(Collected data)
+ + + +

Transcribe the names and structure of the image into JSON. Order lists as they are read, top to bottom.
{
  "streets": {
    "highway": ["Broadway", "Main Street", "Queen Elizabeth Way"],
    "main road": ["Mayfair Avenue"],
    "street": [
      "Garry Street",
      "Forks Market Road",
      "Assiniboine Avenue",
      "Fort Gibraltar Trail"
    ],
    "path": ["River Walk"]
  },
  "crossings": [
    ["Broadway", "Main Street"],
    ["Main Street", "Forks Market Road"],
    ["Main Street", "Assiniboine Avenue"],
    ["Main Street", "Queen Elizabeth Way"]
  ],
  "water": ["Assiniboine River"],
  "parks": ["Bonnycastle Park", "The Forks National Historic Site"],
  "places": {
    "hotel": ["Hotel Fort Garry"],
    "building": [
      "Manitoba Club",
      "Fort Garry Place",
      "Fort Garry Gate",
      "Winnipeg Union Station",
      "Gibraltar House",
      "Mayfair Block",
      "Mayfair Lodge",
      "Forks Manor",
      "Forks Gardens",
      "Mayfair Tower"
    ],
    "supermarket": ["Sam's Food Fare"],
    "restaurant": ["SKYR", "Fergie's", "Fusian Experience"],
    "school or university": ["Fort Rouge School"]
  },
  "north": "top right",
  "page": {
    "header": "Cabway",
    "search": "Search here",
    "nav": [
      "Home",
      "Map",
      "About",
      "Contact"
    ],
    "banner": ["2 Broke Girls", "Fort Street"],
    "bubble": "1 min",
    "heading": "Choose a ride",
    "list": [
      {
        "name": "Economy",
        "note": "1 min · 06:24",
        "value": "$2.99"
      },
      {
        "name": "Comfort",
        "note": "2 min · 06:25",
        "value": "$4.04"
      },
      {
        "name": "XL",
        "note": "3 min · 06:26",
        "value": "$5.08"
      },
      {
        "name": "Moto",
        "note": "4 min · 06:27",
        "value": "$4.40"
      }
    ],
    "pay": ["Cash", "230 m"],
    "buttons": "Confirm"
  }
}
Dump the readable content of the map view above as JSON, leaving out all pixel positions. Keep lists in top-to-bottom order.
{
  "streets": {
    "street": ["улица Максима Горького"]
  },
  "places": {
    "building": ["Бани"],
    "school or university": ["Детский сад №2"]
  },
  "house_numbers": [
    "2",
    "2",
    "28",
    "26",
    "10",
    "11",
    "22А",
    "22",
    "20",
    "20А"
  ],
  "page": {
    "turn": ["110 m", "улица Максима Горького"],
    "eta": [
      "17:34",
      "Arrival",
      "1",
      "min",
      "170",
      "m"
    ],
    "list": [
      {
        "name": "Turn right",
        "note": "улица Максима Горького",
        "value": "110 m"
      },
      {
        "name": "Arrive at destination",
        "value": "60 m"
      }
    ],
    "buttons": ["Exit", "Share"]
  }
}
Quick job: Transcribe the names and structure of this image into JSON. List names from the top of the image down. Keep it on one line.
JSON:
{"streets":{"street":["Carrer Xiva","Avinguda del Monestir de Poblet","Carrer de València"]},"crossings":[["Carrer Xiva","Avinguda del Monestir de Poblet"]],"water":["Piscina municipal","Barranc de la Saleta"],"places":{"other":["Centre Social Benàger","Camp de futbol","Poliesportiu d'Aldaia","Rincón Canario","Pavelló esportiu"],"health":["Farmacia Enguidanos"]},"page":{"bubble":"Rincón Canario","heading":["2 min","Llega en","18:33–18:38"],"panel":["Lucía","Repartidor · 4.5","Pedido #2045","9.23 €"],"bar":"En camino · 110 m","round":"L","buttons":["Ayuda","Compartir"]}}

+ + + +

§ **Problem**: The full set of data above must come back exactly as written.

§ **Exercise result**:
Transcribe the names and structure of the image into JSON. Order lists as they are read, top to bottom.
{
  "streets": {
    "highway": ["Broadway", "Main Street", "Queen Elizabeth Way"],
    "main road": ["Mayfair Avenue"],
    "street": [
      "Garry Street",
      "Forks Market Road",
      "Assiniboine Avenue",
      "Fort Gibraltar Trail"
    ],
    "path": ["River Walk"]
  },
  "crossings": [
    ["Broadway", "Main Street"],
    ["Main Street", "Forks Market Road"],
    ["Main Street", "Assiniboine Avenue"],
    ["Main Street", "Queen Elizabeth Way"]
  ],
  "water": ["Assiniboine River"],
  "parks": ["Bonnycastle Park", "The Forks National Historic Site"],
  "places": {
    "hotel": ["Hotel Fort Garry"],
    "building": [
      "Manitoba Club",
      "Fort Garry Place",
      "Fort Garry Gate",
      "Winnipeg Union Station",
      "Gibraltar House",
      "Mayfair Block",
      "Mayfair Lodge",
      "Forks Manor",
      "Forks Gardens",
      "Mayfair Tower"
    ],
    "supermarket": ["Sam's Food Fare"],
    "restaurant": ["SKYR", "Fergie's", "Fusian Experience"],
    "school or university": ["Fort Rouge School"]
  },
  "north": "top right",
  "page": {
    "header": "Cabway",
    "search": "Search here",
    "nav": [
      "Home",
      "Map",
      "About",
      "Contact"
    ],
    "banner": ["2 Broke Girls", "Fort Street"],
    "bubble": "1 min",
    "heading": "Choose a ride",
    "list": [
      {
        "name": "Economy",
        "note": "1 min · 06:24",
        "value": "$2.99"
      },
      {
        "name": "Comfort",
        "note": "2 min · 06:25",
        "value": "$4.04"
      },
      {
        "name": "XL",
        "note": "3 min · 06:26",
        "value": "$5.08"
      },
      {
        "name": "Moto",
        "note": "4 min · 06:27",
        "value": "$4.40"
      }
    ],
    "pay": ["Cash", "230 m"],
    "buttons": "Confirm"
  }
}
Dump the readable content of the map view above as JSON, leaving out all pixel positions. Keep lists in top-to-bottom order.
{
  "streets": {
    "street": ["улица Максима Горького"]
  },
  "places": {
    "building": ["Бани"],
    "school or university": ["Детский сад №2"]
  },
  "house_numbers": [
    "2",
    "2",
    "28",
    "26",
    "10",
    "11",
    "22А",
    "22",
    "20",
    "20А"
  ],
  "page": {
    "turn": ["110 m", "улица Максима Горького"],
    "eta": [
      "17:34",
      "Arrival",
      "1",
      "min",
      "170",
      "m"
    ],
    "list": [
      {
        "name": "Turn right",
        "note": "улица Максима Горького",
        "value": "110 m"
      },
      {
        "name": "Arrive at destination",
        "value": "60 m"
      }
    ],
    "buttons": ["Exit", "Share"]
  }
}
Quick job: Transcribe the names and structure of this image into JSON. List names from the top of the image down. Keep it on one line.
JSON:
{"streets":{"street":["Carrer Xiva","Avinguda del Monestir de Poblet","Carrer de València"]},"crossings":[["Carrer Xiva","Avinguda del Monestir de Poblet"]],"water":["Piscina municipal","Barranc de la Saleta"],"places":{"other":["Centre Social Benàger","Camp de futbol","Poliesportiu d'Aldaia","Rincón Canario","Pavelló esportiu"],"health":["Farmacia Enguidanos"]},"page":{"bubble":"Rincón Canario","heading":["2 min","Llega en","18:33–18:38"],"panel":["Lucía","Repartidor · 4.5","Pedido #2045","9.23 €"],"bar":"En camino · 110 m","round":"L","buttons":["Ayuda","Compartir"]}}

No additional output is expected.